SPIEGEL: Was können Menschen tun, die in den Waldbrandgebieten leben?

Barczok: Man kann den Menschen nur empfehlen zu fliehen oder sich drinnen aufzuhalten, Fenster geschlossen zu halten und Luftreiniger einzusetzen. Und man muss hoffen, dass es bald regnet, damit die Luft wieder besser wird.

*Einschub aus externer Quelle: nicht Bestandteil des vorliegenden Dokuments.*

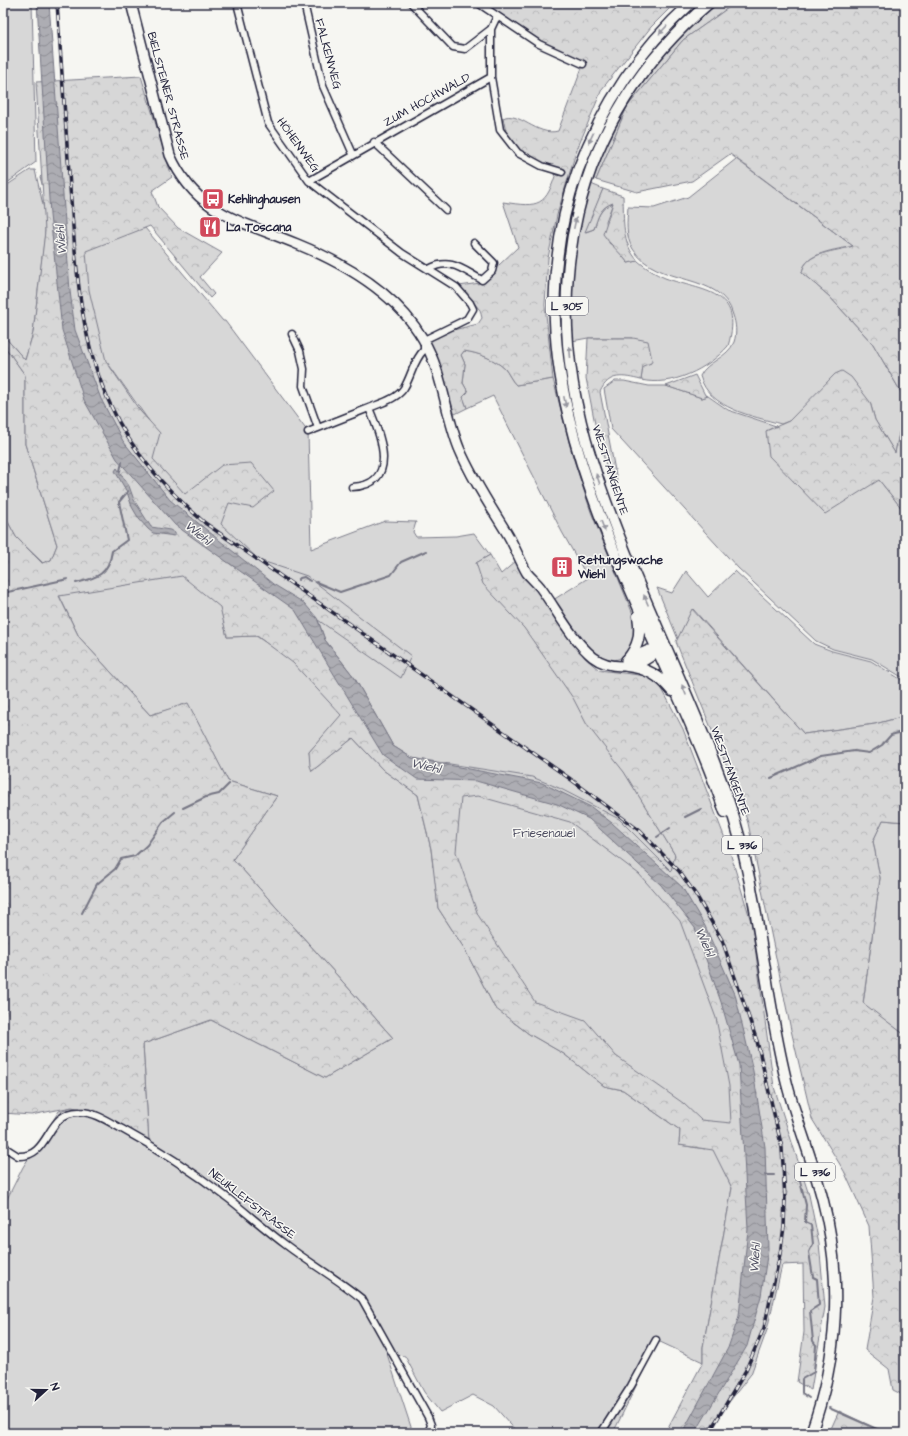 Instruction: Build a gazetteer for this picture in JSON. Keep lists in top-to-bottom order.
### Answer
{
  "streets": {
    "main road": [
      "BIELSTEINER STRASSE",
      "L 305",
      "WESTTANGENTE",
      "L 336"
    ],
    "street": [
      "FALKENWEG",
      "ZUM HOCHWALD",
      "HÖHENWEG",
      "NEUKLEFSTRASSE"
    ]
  },
  "crossings": [
    ["FALKENWEG", "ZUM HOCHWALD"],
    ["BIELSTEINER STRASSE", "HÖHENWEG"],
    ["BIELSTEINER STRASSE", "L 305"],
    ["BIELSTEINER STRASSE", "L 336"],
    ["ZUM HOCHWALD", "HÖHENWEG"],
    ["L 305", "WESTTANGENTE"],
    ["L 305", "L 336"],
    ["WESTTANGENTE", "L 336"]
  ],
  "water": ["Wiehl"],
  "parks": ["Friesenauel"],
  "places": {
    "bus stop": ["Kehlinghausen"],
    "restaurant": ["La Toscana"],
    "building": ["Rettungswache Wiehl"]
  },
  "north": "right"
} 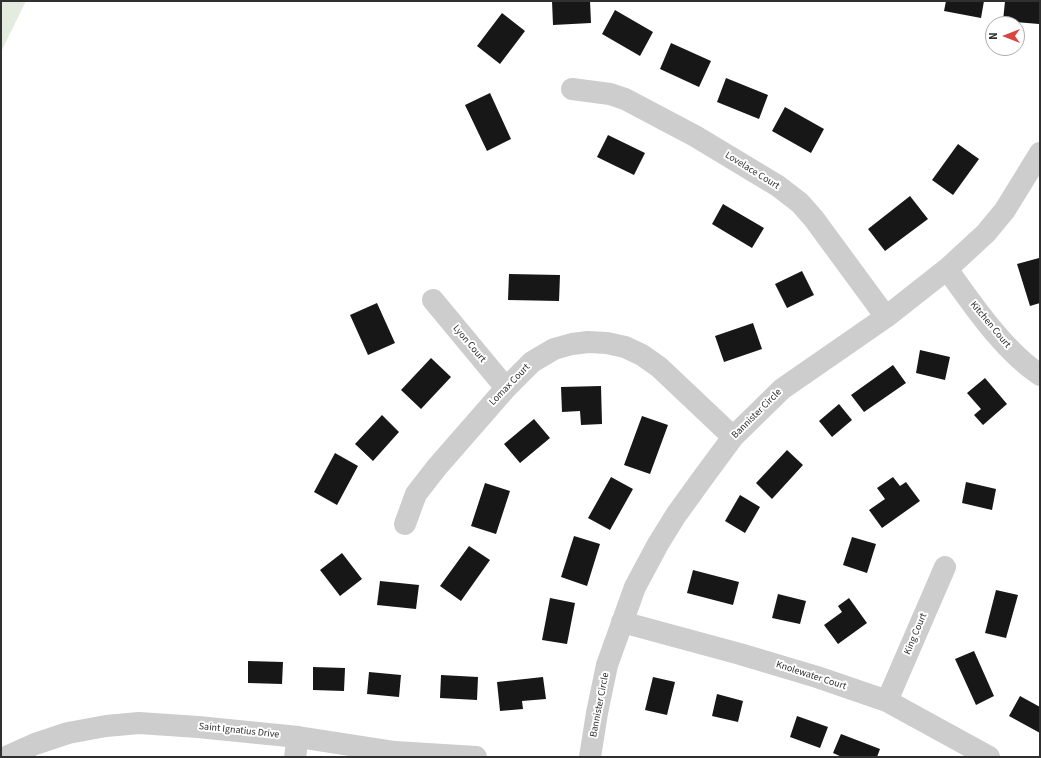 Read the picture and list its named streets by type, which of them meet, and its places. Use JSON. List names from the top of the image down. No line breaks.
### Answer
{"streets":{"street":["Lovelace Court","Kitchen Court","Lyon Court","Lomax Court","Bannister Circle","King Court","Knolewater Court","Saint Ignatius Drive"]},"crossings":[["Lovelace Court","Bannister Circle"],["Kitchen Court","Bannister Circle"],["Lyon Court","Lomax Court"],["Lomax Court","Bannister Circle"],["Bannister Circle","Knolewater Court"],["King Court","Knolewater Court"]],"north":"left"} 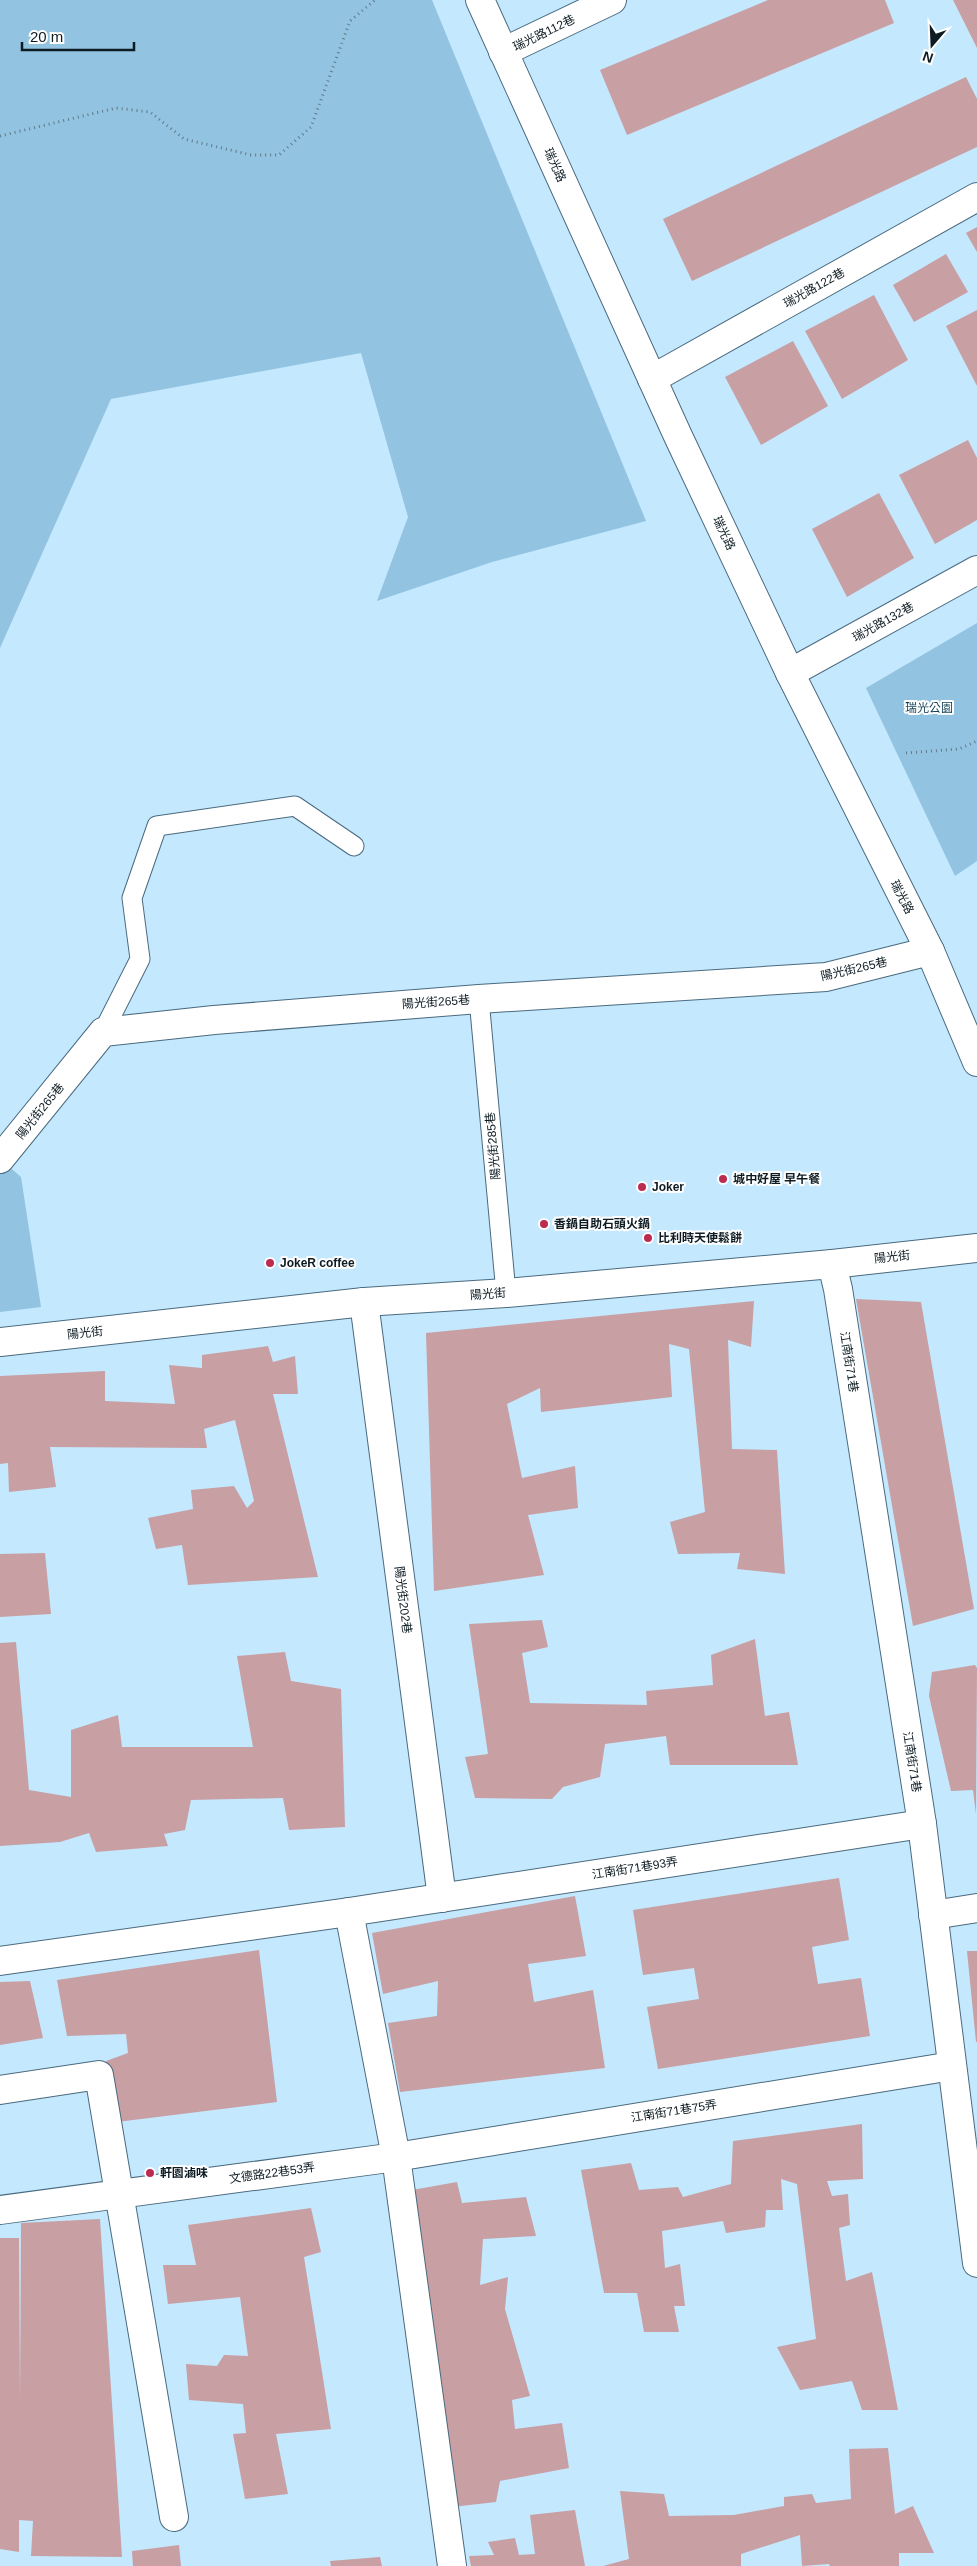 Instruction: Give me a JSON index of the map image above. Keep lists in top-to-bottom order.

SPIEGEL: Gegen einen Waldbrand kann der Einzelne wenig tun. Nicht nur Lungenspezialisten weisen aber immer wieder darauf hin, wie gut es für die Gesundheit ist, mit dem Rauchen aufzuhören. Wie fügt sich das in die aktuelle Situation ein?

Barczok: Rauchen ist das Ultraproblem. Mit dem Nikotin habe ich als Lungenfacharzt kein unmittelbares Problem, wohl aber damit, dass beim Rauchen organisches Material verschwelt und der Rauch inhaliert wird. Das ist im Prinzip ähnlich wie ein Waldbrand, wobei man dessen Rauch nicht freiwillig tief inhaliert. Wer raucht, hat tagein, tagaus seinen Waldbrand zu Hause. Allerdings ist die Situation für Raucher auch schlimmer, wenn zusätzlich zu der Belastung durchs Rauchen die Luft draußen durch einen Brand verschmutzt ist.